For every line in the records that has the word "transform", make a copy.

### Exercise material
....

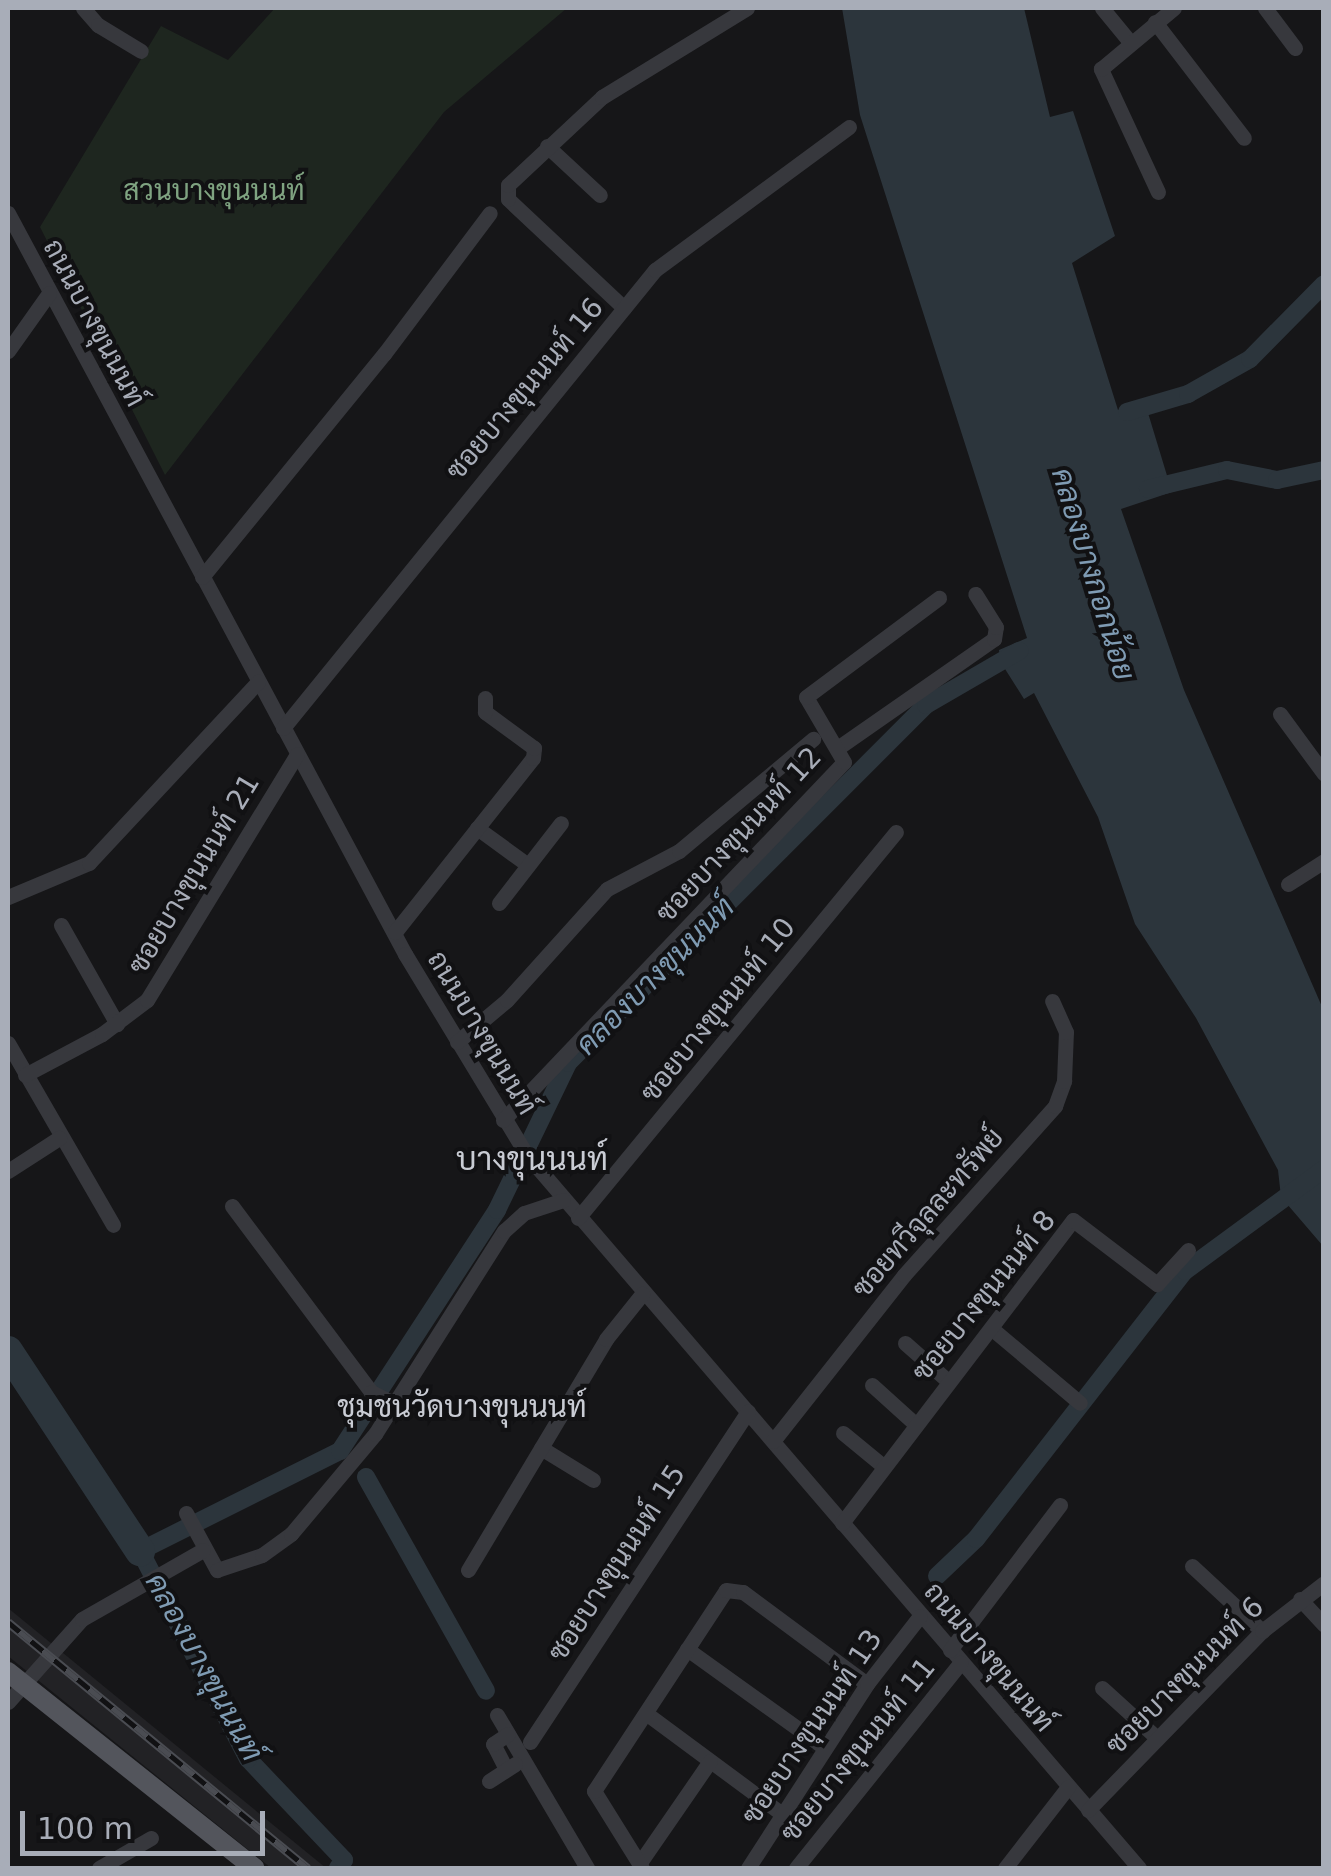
<!DOCTYPE html>
<meta charset="utf-8">
<style>
body{margin:0}
#map{position:relative;width:1331px;height:1876px;overflow:hidden;background:#161618;font-family:"DejaVu Sans",Sarabun,sans-serif}
div>[style]{position:absolute}
.built>*{inset:0;background:#222225}
.green>*{inset:0;background:#1e261f}
.water>*{inset:0;background:#2c353c}
.canal>*{height:18px;margin:-9px;padding:0 9px;transform-origin:9px;border-radius:9px;background:#2c353c}
.river>*{height:30px;margin:-15px;padding:0 15px;transform-origin:15px;border-radius:15px;background:#2c353c}
.minor>*{height:15px;margin:-7.5px;padding:0 7.5px;transform-origin:7.5px;border-radius:7.5px;background:#37383d}
.major>*{height:20px;margin:-10px;padding:0 10px;transform-origin:10px;border-radius:10px;background:#53555c}
.rail>*{height:9px;margin-top:-4.5px;transform-origin:0;background:repeating-linear-gradient(90deg,#111113 0 15px,#4a4c52 0 30px);box-sizing:border-box;border-block:2px solid #4a4c52}
span{translate:-50% -50%;white-space:nowrap;text-align:center;line-height:1.15;-webkit-text-stroke:8px #111113;paint-order:stroke}
.park-label{font-size:28px;color:#7fa381}
.street-label{font-size:28px;color:#a8adb8}
.water-label{font-size:30px;color:#7f9bb3;font-style:italic}
.neighbourhood-label{font-size:30px;color:#c9ccd4}
.quarter-label{font-size:32px;color:#c9ccd4}
.frame{position:absolute;inset:0;border:10px solid #a8adb8;pointer-events:none}
.scale{position:absolute;left:20px;top:1811px;width:245px;height:45px;box-sizing:border-box;border:5px solid #a8adb8;border-top:0;padding-left:12px;font-size:30px;line-height:35px;white-space:nowrap;color:#a8adb8;-webkit-text-stroke:8px #111113;paint-order:stroke}
</style>
<div id="map">
<div class="built">
<i style="clip-path:polygon(8px 1608px,326px 1868px,271px 1868px,8px 1656px)"></i>
</div>
<div class="green">
<i style="clip-path:polygon(275px 8px,567px 8px,444px 112px,165px 475px,40px 227px,161px 26px,228px 60px)"></i>
</div>
<div class="water">
<i style="clip-path:polygon(842px 8px,1024px 8px,1050px 117px,1073px 111px,1115px 236px,1072px 263px,1118px 410px,1145px 403px,1172px 492px,1121px 509px,1184px 690px,1323px 1009px,1323px 1246px,1281px 1197px,1278px 1170px,1196px 1018px,1135px 924px,1098px 817px,1034px 693px,1024px 699px,1000px 661px,999px 650px,1027px 638px,860px 115px)"></i>
</div>
<div class="canal">
<i style="left:1127px;top:412px;width:64px;rotate:-16.4deg"></i>
<i style="left:1188px;top:394px;width:71px;rotate:-29.4deg"></i>
<i style="left:1250px;top:359px;width:105px;rotate:-45.4deg"></i>
<i style="left:1148px;top:489px;width:81px;rotate:-13.5deg"></i>
<i style="left:1227px;top:470px;width:51px;rotate:11.3deg"></i>
<i style="left:1277px;top:480px;width:48px;rotate:-12deg"></i>
<i style="left:366px;top:1477px;width:245px;rotate:60.7deg"></i>
<i style="left:937px;top:1576px;width:54px;rotate:-43.5deg"></i>
<i style="left:976px;top:1539px;width:340px;rotate:-52.1deg"></i>
<i style="left:1185px;top:1271px;width:172px;rotate:-36.3deg"></i>
<i style="left:338px;top:1868px;width:10px;rotate:-53deg"></i>
<i style="left:344px;top:1860px;width:139px;rotate:-133.5deg"></i>
<i style="left:248px;top:1759px;width:234px;rotate:-117.4deg"></i>
<i style="left:140px;top:1551px;width:224px;rotate:-26.6deg"></i>
<i style="left:340px;top:1451px;width:288px;rotate:-56.9deg"></i>
<i style="left:497px;top:1210px;width:163px;rotate:-64.2deg"></i>
<i style="left:568px;top:1063px;width:506px;rotate:-45deg"></i>
<i style="left:926px;top:705px;width:108px;rotate:-30.1deg"></i>
</div>
<div class="river">
<i style="left:8px;top:1351px;width:240px;rotate:56.6deg"></i>
</div>
<div class="minor">
<i style="left:83px;top:8px;width:23px;rotate:49deg"></i>
<i style="left:98px;top:25px;width:50px;rotate:31.2deg"></i>
<i style="left:1102px;top:8px;width:44px;rotate:50.5deg"></i>
<i style="left:1265px;top:8px;width:50px;rotate:53.1deg"></i>
<i style="left:1155px;top:22px;width:146px;rotate:52.5deg"></i>
<i style="left:547px;top:146px;width:72px;rotate:42.8deg"></i>
<i style="left:1158px;top:192px;width:136px;rotate:-114.9deg"></i>
<i style="left:1101px;top:69px;width:95px;rotate:-39.9deg"></i>
<i style="left:8px;top:213px;width:841px;rotate:61.82deg"></i>
<i style="left:405px;top:954px;width:234px;rotate:58.8deg"></i>
<i style="left:526px;top:1154px;width:941px;rotate:49.35deg"></i>
<i style="left:624px;top:308px;width:159px;rotate:-136.8deg"></i>
<i style="left:508px;top:199px;width:14px;rotate:-90deg"></i>
<i style="left:508px;top:185px;width:129px;rotate:-43.1deg"></i>
<i style="left:602px;top:97px;width:170px;rotate:-31.5deg"></i>
<i style="left:8px;top:351px;width:71px;rotate:-54.7deg"></i>
<i style="left:202px;top:577px;width:288px;rotate:-50.8deg"></i>
<i style="left:384px;top:354px;width:176px;rotate:-53.1deg"></i>
<i style="left:1280px;top:714px;width:74px;rotate:53.7deg"></i>
<i style="left:283px;top:728px;width:590px;rotate:-50.92deg"></i>
<i style="left:655px;top:270px;width:241px;rotate:-36.4deg"></i>
<i style="left:839px;top:747px;width:189px;rotate:-34.9deg"></i>
<i style="left:994px;top:639px;width:12px;rotate:-81deg"></i>
<i style="left:996px;top:627px;width:39px;rotate:-122deg"></i>
<i style="left:477px;top:828px;width:63px;rotate:36deg"></i>
<i style="left:1288px;top:884px;width:43px;rotate:-32.6deg"></i>
<i style="left:8px;top:897px;width:88px;rotate:-22.8deg"></i>
<i style="left:89px;top:863px;width:248px;rotate:-47deg"></i>
<i style="left:499px;top:903px;width:101px;rotate:-52.2deg"></i>
<i style="left:61px;top:925px;width:114px;rotate:60.5deg"></i>
<i style="left:395px;top:932px;width:222px;rotate:-51.6deg"></i>
<i style="left:533px;top:758px;width:10px;rotate:-84deg"></i>
<i style="left:534px;top:748px;width:61px;rotate:-143.7deg"></i>
<i style="left:485px;top:712px;width:14px;rotate:-90deg"></i>
<i style="left:457px;top:1042px;width:65px;rotate:-40deg"></i>
<i style="left:507px;top:1000px;width:149px;rotate:-48deg"></i>
<i style="left:607px;top:889px;width:81px;rotate:-27.8deg"></i>
<i style="left:679px;top:851px;width:175px;rotate:-39.9deg"></i>
<i style="left:8px;top:1043px;width:210px;rotate:60deg"></i>
<i style="left:25px;top:1075px;width:87px;rotate:-28deg"></i>
<i style="left:102px;top:1034px;width:56px;rotate:-37.1deg"></i>
<i style="left:147px;top:1000px;width:288px;rotate:-58.6deg"></i>
<i style="left:503px;top:1120px;width:494px;rotate:-46.4deg"></i>
<i style="left:844px;top:762px;width:75px;rotate:-120.3deg"></i>
<i style="left:806px;top:697px;width:166px;rotate:-36.7deg"></i>
<i style="left:8px;top:1171px;width:61px;rotate:-32.9deg"></i>
<i style="left:232px;top:1206px;width:232px;rotate:53.2deg"></i>
<i style="left:371px;top:1392px;width:25px;rotate:26deg"></i>
<i style="left:578px;top:1218px;width:500px;rotate:-50.52deg"></i>
<i style="left:991px;top:1328px;width:116px;rotate:40.1deg"></i>
<i style="left:905px;top:1343px;width:56px;rotate:41.4deg"></i>
<i style="left:872px;top:1385px;width:57px;rotate:42.1deg"></i>
<i style="left:843px;top:1433px;width:52px;rotate:39.5deg"></i>
<i style="left:773px;top:1441px;width:211px;rotate:-51.7deg"></i>
<i style="left:904px;top:1275px;width:227px;rotate:-48.2deg"></i>
<i style="left:1055px;top:1106px;width:27px;rotate:-70deg"></i>
<i style="left:1064px;top:1081px;width:49px;rotate:-87.7deg"></i>
<i style="left:1066px;top:1032px;width:34px;rotate:-114deg"></i>
<i style="left:541px;top:1448px;width:61px;rotate:31.6deg"></i>
<i style="left:186px;top:1513px;width:65px;rotate:61.5deg"></i>
<i style="left:217px;top:1570px;width:47px;rotate:-18.4deg"></i>
<i style="left:262px;top:1555px;width:36px;rotate:-36deg"></i>
<i style="left:291px;top:1534px;width:131px;rotate:-50deg"></i>
<i style="left:375px;top:1434px;width:241px;rotate:-57.6deg"></i>
<i style="left:504px;top:1231px;width:27px;rotate:-42deg"></i>
<i style="left:524px;top:1213px;width:41px;rotate:-18.4deg"></i>
<i style="left:842px;top:1523px;width:381px;rotate:-52.7deg"></i>
<i style="left:1073px;top:1220px;width:106px;rotate:37.3deg"></i>
<i style="left:1157px;top:1284px;width:46px;rotate:-47.6deg"></i>
<i style="left:1192px;top:1566px;width:96px;rotate:42.9deg"></i>
<i style="left:468px;top:1570px;width:269px;rotate:-59.1deg"></i>
<i style="left:606px;top:1339px;width:58px;rotate:-51.3deg"></i>
<i style="left:1300px;top:1599px;width:35px;rotate:47deg"></i>
<i style="left:687px;top:1649px;width:170px;rotate:35.7deg"></i>
<i style="left:950px;top:1650px;width:182px;rotate:-52.8deg"></i>
<i style="left:1102px;top:1688px;width:74px;rotate:42.3deg"></i>
<i style="left:8px;top:1702px;width:111px;rotate:-48.3deg"></i>
<i style="left:82px;top:1619px;width:139px;rotate:-29.7deg"></i>
<i style="left:647px;top:1714px;width:168px;rotate:36.5deg"></i>
<i style="left:497px;top:1715px;width:178px;rotate:59.5deg"></i>
<i style="left:530px;top:1742px;width:396px;rotate:-56.6deg"></i>
<i style="left:506px;top:1769px;width:28px;rotate:-117deg"></i>
<i style="left:493px;top:1744px;width:18px;rotate:-34deg"></i>
<i style="left:489px;top:1781px;width:31px;rotate:-33deg"></i>
<i style="left:1088px;top:1810px;width:250px;rotate:-45.8deg"></i>
<i style="left:1262px;top:1631px;width:78px;rotate:-37.7deg"></i>
<i style="left:639px;top:1864px;width:125px;rotate:-55.4deg"></i>
<i style="left:99px;top:1868px;width:60px;rotate:-30deg"></i>
<i style="left:642px;top:1868px;width:91px;rotate:-121.9deg"></i>
<i style="left:594px;top:1791px;width:240px;rotate:-56.7deg"></i>
<i style="left:726px;top:1590px;width:17px;rotate:7deg"></i>
<i style="left:743px;top:1592px;width:154px;rotate:36.6deg"></i>
<i style="left:748px;top:1868px;width:219px;rotate:-57.1deg"></i>
<i style="left:867px;top:1684px;width:86px;rotate:-52.1deg"></i>
<i style="left:796px;top:1868px;width:263px;rotate:-51.3deg"></i>
<i style="left:1005px;top:1868px;width:103px;rotate:-52.1deg"></i>
</div>
<div class="major">
<i style="left:8px;top:1672px;width:315px;rotate:38.5deg"></i>
</div>
<div class="rail">
<i style="left:8px;top:1622px;width:388px;rotate:39.4deg"></i>
</div>
<div class="park-label">
<span style="left:214px;top:191px">สวนบางขุนนนท์</span>
</div>
<div class="street-label">
<span style="left:94px;top:323px;rotate:62deg">ถนนบางขุนนนท์</span>
<span style="left:525px;top:389px;rotate:-50deg">ซอยบางขุนนนท์ 16</span>
<span style="left:739px;top:835px;rotate:-47deg">ซอยบางขุนนนท์ 12</span>
<span style="left:194px;top:874px;rotate:-59deg">ซอยบางขุนนนท์ 21</span>
<span style="left:718px;top:1010px;rotate:-51deg">ซอยบางขุนนนท์ 10</span>
<span style="left:482px;top:1033px;rotate:59deg">ถนนบางขุนนนท์</span>
<span style="left:928px;top:1213px;rotate:-49deg">ซอยทวีจุลละทรัพย์</span>
<span style="left:984px;top:1296px;rotate:-51deg">ซอยบางขุนนนท์ 8</span>
<span style="left:617px;top:1563px;rotate:-57deg">ซอยบางขุนนนท์ 15</span>
<span style="left:989px;top:1657px;rotate:50deg">ถนนบางขุนนนท์</span>
<span style="left:1185px;top:1676px;rotate:-45deg">ซอยบางขุนนนท์ 6</span>
<span style="left:812px;top:1727px;rotate:-56deg">ซอยบางขุนนนท์ 13</span>
<span style="left:858px;top:1750px;rotate:-51deg">ซอยบางขุนนนท์ 11</span>
</div>
<div class="water-label">
<span style="left:1093px;top:574px;rotate:73deg">คลองบางกอกน้อย</span>
<span style="left:655px;top:976px;rotate:-45deg">คลองบางขุนนนท์</span>
<span style="left:204px;top:1667px;rotate:61deg">คลองบางขุนนนท์</span>
</div>
<div class="neighbourhood-label">
<span style="left:462px;top:1407px">ชุมชนวัดบางขุนนนท์</span>
</div>
<div class="quarter-label">
<span style="left:532px;top:1159px">บางขุนนนท์</span>
</div>
<div class="frame"></div>
<div class="scale">100 m</div>
</div>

....

### Answer to the exercise
.canal>*{height:18px;margin:-9px;padding:0 9px;transform-origin:9px;border-radius:9px;background:#2c353c}
.river>*{height:30px;margin:-15px;padding:0 15px;transform-origin:15px;border-radius:15px;background:#2c353c}
.minor>*{height:15px;margin:-7.5px;padding:0 7.5px;transform-origin:7.5px;border-radius:7.5px;background:#37383d}
.major>*{height:20px;margin:-10px;padding:0 10px;transform-origin:10px;border-radius:10px;background:#53555c}
.rail>*{height:9px;margin-top:-4.5px;transform-origin:0;background:repeating-linear-gradient(90deg,#111113 0 15px,#4a4c52 0 30px);box-sizing:border-box;border-block:2px solid #4a4c52}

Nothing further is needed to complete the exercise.